***** Record set

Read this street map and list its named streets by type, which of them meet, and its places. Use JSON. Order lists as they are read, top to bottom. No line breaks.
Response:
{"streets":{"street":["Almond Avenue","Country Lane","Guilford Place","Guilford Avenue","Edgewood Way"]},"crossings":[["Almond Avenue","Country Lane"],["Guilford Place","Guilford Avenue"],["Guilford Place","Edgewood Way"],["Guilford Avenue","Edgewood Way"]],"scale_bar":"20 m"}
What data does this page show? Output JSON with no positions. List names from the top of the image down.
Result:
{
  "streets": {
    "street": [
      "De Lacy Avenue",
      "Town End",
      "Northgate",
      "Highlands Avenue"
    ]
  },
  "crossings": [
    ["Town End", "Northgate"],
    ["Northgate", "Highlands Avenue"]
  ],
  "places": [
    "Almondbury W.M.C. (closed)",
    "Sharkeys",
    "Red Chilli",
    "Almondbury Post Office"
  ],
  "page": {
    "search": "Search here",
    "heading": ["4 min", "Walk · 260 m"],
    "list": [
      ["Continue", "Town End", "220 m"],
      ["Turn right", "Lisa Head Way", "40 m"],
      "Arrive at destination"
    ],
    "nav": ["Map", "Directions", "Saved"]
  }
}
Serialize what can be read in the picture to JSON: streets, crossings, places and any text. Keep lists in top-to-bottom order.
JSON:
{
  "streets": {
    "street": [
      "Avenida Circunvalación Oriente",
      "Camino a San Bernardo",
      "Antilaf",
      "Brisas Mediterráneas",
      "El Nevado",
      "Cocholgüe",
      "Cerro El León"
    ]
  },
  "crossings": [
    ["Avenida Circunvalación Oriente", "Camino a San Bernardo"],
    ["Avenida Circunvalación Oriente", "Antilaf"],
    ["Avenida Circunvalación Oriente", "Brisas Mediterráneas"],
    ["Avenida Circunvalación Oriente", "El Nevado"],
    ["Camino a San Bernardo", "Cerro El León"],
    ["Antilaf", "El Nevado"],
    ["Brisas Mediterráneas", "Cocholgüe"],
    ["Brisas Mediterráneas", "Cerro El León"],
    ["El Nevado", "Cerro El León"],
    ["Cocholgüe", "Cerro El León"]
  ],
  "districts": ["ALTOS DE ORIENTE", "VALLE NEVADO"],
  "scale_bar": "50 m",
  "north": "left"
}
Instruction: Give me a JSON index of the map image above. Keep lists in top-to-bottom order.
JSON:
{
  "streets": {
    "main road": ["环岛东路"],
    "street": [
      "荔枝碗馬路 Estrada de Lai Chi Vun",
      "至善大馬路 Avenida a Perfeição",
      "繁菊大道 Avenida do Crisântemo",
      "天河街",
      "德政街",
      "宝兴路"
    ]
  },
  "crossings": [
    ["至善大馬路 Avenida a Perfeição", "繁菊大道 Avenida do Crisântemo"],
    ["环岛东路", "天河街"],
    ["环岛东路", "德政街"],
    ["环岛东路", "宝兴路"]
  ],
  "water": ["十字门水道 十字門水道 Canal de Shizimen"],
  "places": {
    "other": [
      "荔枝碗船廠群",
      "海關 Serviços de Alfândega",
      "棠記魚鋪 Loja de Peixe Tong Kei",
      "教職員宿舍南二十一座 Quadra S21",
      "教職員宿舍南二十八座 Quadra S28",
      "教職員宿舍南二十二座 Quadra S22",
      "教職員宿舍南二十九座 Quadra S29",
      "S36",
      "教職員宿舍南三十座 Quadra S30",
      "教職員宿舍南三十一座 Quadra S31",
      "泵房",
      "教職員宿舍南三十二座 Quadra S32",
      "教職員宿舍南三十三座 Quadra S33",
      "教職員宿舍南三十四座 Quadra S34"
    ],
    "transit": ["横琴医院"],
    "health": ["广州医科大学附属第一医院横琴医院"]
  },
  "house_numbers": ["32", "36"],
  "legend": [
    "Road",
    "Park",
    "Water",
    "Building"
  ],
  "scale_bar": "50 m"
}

**********

▶ [What the exercise asks] Return the full listing, character for character.

▶ [Output for this task]
Read this street map and list its named streets by type, which of them meet, and its places. Use JSON. Order lists as they are read, top to bottom. No line breaks.
Response:
{"streets":{"street":["Almond Avenue","Country Lane","Guilford Place","Guilford Avenue","Edgewood Way"]},"crossings":[["Almond Avenue","Country Lane"],["Guilford Place","Guilford Avenue"],["Guilford Place","Edgewood Way"],["Guilford Avenue","Edgewood Way"]],"scale_bar":"20 m"}
What data does this page show? Output JSON with no positions. List names from the top of the image down.
Result:
{
  "streets": {
    "street": [
      "De Lacy Avenue",
      "Town End",
      "Northgate",
      "Highlands Avenue"
    ]
  },
  "crossings": [
    ["Town End", "Northgate"],
    ["Northgate", "Highlands Avenue"]
  ],
  "places": [
    "Almondbury W.M.C. (closed)",
    "Sharkeys",
    "Red Chilli",
    "Almondbury Post Office"
  ],
  "page": {
    "search": "Search here",
    "heading": ["4 min", "Walk · 260 m"],
    "list": [
      ["Continue", "Town End", "220 m"],
      ["Turn right", "Lisa Head Way", "40 m"],
      "Arrive at destination"
    ],
    "nav": ["Map", "Directions", "Saved"]
  }
}
Serialize what can be read in the picture to JSON: streets, crossings, places and any text. Keep lists in top-to-bottom order.
JSON:
{
  "streets": {
    "street": [
      "Avenida Circunvalación Oriente",
      "Camino a San Bernardo",
      "Antilaf",
      "Brisas Mediterráneas",
      "El Nevado",
      "Cocholgüe",
      "Cerro El León"
    ]
  },
  "crossings": [
    ["Avenida Circunvalación Oriente", "Camino a San Bernardo"],
    ["Avenida Circunvalación Oriente", "Antilaf"],
    ["Avenida Circunvalación Oriente", "Brisas Mediterráneas"],
    ["Avenida Circunvalación Oriente", "El Nevado"],
    ["Camino a San Bernardo", "Cerro El León"],
    ["Antilaf", "El Nevado"],
    ["Brisas Mediterráneas", "Cocholgüe"],
    ["Brisas Mediterráneas", "Cerro El León"],
    ["El Nevado", "Cerro El León"],
    ["Cocholgüe", "Cerro El León"]
  ],
  "districts": ["ALTOS DE ORIENTE", "VALLE NEVADO"],
  "scale_bar": "50 m",
  "north": "left"
}
Instruction: Give me a JSON index of the map image above. Keep lists in top-to-bottom order.
JSON:
{
  "streets": {
    "main road": ["环岛东路"],
    "street": [
      "荔枝碗馬路 Estrada de Lai Chi Vun",
      "至善大馬路 Avenida a Perfeição",
      "繁菊大道 Avenida do Crisântemo",
      "天河街",
      "德政街",
      "宝兴路"
    ]
  },
  "crossings": [
    ["至善大馬路 Avenida a Perfeição", "繁菊大道 Avenida do Crisântemo"],
    ["环岛东路", "天河街"],
    ["环岛东路", "德政街"],
    ["环岛东路", "宝兴路"]
  ],
  "water": ["十字门水道 十字門水道 Canal de Shizimen"],
  "places": {
    "other": [
      "荔枝碗船廠群",
      "海關 Serviços de Alfândega",
      "棠記魚鋪 Loja de Peixe Tong Kei",
      "教職員宿舍南二十一座 Quadra S21",
      "教職員宿舍南二十八座 Quadra S28",
      "教職員宿舍南二十二座 Quadra S22",
      "教職員宿舍南二十九座 Quadra S29",
      "S36",
      "教職員宿舍南三十座 Quadra S30",
      "教職員宿舍南三十一座 Quadra S31",
      "泵房",
      "教職員宿舍南三十二座 Quadra S32",
      "教職員宿舍南三十三座 Quadra S33",
      "教職員宿舍南三十四座 Quadra S34"
    ],
    "transit": ["横琴医院"],
    "health": ["广州医科大学附属第一医院横琴医院"]
  },
  "house_numbers": ["32", "36"],
  "legend": [
    "Road",
    "Park",
    "Water",
    "Building"
  ],
  "scale_bar": "50 m"
}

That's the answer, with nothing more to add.